- Title card
- Directed by: K. Ramraj
- Produced by: Jothi Bharathi
- Starring: Chakravarthi Vijayakala
- Cinematography: T. R. Natarajan
- Edited by: B. R. Ramakrishnaa
- Music by: Muraliraj
- Release date: 24 December 1982;
- Country: India
- Language: Tamil

= Mul Illatha Roja =

Mul Illatha Roja is a 1982 Indian Tamil language film, directed by K. Ramraj, starring Chakravarthi and Vijayakala.

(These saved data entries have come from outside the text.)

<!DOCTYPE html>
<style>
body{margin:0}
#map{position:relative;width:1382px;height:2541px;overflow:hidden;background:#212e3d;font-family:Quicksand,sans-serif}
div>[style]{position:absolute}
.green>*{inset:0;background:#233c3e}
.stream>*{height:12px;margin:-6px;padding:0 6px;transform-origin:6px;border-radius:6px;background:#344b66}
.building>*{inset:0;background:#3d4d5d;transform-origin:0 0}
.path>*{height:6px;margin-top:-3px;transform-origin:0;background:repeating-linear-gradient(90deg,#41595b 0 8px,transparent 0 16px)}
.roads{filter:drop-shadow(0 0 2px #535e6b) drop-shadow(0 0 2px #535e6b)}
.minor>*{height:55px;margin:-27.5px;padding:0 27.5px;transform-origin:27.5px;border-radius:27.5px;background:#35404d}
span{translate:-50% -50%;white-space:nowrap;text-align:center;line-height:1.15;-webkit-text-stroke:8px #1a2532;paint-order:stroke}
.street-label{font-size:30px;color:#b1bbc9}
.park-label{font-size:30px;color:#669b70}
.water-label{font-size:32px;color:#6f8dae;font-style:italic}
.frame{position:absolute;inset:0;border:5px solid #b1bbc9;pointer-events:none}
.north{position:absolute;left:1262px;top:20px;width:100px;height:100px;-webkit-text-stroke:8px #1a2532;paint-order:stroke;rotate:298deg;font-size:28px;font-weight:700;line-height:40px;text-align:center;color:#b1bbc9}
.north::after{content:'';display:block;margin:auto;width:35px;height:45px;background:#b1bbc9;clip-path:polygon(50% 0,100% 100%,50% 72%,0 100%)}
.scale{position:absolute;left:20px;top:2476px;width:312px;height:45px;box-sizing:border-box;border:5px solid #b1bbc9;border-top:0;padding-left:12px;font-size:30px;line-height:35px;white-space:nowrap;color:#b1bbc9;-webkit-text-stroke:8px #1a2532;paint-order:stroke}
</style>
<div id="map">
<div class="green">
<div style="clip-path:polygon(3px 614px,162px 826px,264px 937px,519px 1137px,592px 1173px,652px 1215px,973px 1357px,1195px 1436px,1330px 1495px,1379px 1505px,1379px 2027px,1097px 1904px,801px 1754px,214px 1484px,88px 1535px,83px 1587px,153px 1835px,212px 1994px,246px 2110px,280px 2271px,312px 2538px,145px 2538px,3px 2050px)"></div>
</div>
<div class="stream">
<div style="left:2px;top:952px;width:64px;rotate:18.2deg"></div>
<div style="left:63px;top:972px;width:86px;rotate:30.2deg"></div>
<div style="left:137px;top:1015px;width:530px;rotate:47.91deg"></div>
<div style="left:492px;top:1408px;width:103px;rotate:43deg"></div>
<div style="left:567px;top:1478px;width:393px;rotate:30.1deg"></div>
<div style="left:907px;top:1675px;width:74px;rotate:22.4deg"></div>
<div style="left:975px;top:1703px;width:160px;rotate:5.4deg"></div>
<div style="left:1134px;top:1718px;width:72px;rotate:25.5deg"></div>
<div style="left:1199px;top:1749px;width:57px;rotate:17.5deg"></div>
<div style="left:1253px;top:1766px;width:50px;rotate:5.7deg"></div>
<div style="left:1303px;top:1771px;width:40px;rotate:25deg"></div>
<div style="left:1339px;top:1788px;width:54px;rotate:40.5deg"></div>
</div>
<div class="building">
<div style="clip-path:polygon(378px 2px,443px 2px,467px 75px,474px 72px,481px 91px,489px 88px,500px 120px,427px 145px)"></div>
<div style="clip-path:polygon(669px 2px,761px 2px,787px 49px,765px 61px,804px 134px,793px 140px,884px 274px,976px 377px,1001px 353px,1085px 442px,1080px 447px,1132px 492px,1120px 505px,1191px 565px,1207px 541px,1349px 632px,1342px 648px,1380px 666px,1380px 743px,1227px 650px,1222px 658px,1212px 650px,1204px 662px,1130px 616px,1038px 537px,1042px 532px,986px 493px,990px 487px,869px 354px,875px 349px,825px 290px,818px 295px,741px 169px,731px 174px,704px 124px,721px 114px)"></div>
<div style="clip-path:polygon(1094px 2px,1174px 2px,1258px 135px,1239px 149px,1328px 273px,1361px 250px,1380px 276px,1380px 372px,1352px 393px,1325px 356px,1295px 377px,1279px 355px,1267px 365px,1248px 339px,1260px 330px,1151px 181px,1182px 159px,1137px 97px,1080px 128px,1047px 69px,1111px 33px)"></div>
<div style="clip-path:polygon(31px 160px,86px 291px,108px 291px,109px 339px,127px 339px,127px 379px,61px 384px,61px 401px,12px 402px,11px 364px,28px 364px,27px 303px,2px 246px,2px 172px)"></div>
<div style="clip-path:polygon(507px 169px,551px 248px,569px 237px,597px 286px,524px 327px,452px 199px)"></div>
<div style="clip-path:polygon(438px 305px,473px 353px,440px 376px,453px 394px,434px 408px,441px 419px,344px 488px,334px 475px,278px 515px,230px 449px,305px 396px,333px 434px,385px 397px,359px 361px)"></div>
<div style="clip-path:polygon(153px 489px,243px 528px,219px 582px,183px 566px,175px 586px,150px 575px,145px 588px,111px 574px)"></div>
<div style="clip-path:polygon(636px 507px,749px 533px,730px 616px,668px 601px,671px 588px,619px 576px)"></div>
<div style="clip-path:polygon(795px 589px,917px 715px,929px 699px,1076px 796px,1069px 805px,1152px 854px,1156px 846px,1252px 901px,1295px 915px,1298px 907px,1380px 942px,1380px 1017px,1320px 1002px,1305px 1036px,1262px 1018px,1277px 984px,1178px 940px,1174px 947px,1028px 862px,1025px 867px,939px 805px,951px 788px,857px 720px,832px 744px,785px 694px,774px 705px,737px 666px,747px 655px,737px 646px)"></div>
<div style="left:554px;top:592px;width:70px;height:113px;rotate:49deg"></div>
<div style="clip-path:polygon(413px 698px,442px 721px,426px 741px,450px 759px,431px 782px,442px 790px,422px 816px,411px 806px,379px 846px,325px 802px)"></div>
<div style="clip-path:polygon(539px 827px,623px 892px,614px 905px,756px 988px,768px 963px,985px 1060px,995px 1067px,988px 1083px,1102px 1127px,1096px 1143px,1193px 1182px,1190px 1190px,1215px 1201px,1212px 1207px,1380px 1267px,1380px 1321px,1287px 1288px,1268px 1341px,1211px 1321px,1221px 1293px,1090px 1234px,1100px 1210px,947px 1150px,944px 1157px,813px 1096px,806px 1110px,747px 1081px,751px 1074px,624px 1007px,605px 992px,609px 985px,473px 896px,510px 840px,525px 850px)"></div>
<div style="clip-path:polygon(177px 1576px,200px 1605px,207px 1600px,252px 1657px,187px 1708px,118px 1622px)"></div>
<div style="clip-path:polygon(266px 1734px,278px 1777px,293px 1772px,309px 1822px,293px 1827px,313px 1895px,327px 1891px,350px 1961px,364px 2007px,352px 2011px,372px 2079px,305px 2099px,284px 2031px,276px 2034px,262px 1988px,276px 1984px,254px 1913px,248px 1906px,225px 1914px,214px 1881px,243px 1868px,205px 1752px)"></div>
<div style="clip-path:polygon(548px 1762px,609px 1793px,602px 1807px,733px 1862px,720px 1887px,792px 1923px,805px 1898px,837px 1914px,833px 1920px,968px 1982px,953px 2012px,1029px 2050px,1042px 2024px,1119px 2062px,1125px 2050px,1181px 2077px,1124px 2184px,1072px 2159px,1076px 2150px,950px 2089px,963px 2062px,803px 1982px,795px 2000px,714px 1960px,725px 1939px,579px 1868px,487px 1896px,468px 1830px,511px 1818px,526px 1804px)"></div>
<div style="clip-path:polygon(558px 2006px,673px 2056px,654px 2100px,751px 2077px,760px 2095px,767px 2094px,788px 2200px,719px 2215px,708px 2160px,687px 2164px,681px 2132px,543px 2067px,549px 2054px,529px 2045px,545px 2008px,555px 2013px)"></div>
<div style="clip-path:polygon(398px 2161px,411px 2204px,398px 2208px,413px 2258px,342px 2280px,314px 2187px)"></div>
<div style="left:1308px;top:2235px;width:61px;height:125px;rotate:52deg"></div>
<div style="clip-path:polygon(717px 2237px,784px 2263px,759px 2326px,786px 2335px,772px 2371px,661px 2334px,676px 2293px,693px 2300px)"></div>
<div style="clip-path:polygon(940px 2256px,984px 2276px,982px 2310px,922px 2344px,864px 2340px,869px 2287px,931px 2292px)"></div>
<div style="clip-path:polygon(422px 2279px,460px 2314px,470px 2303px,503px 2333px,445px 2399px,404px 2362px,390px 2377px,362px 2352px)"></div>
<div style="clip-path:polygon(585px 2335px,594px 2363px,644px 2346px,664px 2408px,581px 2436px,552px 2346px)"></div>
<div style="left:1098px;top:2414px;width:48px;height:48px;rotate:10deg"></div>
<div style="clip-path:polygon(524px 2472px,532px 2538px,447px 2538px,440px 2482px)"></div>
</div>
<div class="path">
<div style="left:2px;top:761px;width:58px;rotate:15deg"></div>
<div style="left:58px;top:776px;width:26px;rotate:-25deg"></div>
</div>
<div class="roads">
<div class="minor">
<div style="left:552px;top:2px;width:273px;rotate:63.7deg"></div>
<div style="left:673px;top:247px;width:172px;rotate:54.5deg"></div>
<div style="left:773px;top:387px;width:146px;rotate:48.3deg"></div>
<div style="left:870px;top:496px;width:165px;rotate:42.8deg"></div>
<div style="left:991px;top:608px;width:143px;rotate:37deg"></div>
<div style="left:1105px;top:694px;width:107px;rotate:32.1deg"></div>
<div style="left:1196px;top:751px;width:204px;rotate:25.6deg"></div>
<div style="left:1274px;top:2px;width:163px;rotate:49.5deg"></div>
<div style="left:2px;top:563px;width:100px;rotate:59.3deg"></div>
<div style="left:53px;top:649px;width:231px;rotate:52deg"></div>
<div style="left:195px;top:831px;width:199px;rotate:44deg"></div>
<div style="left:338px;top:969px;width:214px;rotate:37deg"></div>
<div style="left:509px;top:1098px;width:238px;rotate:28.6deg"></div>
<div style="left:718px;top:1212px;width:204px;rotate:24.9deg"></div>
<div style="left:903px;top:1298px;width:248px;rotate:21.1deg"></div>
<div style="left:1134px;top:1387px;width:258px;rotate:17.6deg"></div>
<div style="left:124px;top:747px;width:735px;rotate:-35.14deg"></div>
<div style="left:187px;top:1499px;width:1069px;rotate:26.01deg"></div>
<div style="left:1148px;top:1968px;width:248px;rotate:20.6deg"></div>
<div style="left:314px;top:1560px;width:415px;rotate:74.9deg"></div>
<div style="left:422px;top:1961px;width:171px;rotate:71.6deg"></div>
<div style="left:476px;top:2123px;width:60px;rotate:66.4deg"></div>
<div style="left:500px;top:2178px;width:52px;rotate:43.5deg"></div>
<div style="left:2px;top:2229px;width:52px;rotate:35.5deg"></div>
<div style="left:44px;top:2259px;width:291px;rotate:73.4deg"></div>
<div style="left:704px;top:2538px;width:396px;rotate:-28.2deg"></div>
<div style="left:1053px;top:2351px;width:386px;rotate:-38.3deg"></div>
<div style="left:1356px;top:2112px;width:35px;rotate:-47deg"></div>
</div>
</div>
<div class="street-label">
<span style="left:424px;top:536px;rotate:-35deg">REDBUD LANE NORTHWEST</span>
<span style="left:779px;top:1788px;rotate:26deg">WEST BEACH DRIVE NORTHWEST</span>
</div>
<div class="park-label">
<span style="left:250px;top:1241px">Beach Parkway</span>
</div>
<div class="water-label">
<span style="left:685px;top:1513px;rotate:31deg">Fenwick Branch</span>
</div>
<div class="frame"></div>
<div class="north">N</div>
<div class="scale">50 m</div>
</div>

The film was released on 24 December 1982.

== Soundtrack ==
The soundtrack was composed by Muraliraj.

Track listing
| No. | Title | Lyrics | Singer(s) | Length |
|---|---|---|---|---|
| 1. | "Nenachu Nenachu" | K. Ramraj | P. Susheela, B. S. Sasirekha |  |
| 2. | "Maaman Mummuthan" | Thangaraj | G. K. Subramaniam, Chorus |  |
| 3. | "Aathoram" | Poovai Senguttavan | S. Janaki |  |
| 4. | "Vasanthame Varuga" | K. Ramraj | P. Susheela, P. Jayachandran |  |

== Critical reception ==
Thiraignani of Kalki praised the performance of Delhi Ganesh, Chakravarthy and praised Muraliraj's music but felt Usha Rajendar's performance did not stay in the mind and concluded questioning the director if you try to put a withered rose on your head, who will accept it. Balumani of Anna praised the acting of the cast, lyrics, music and direction.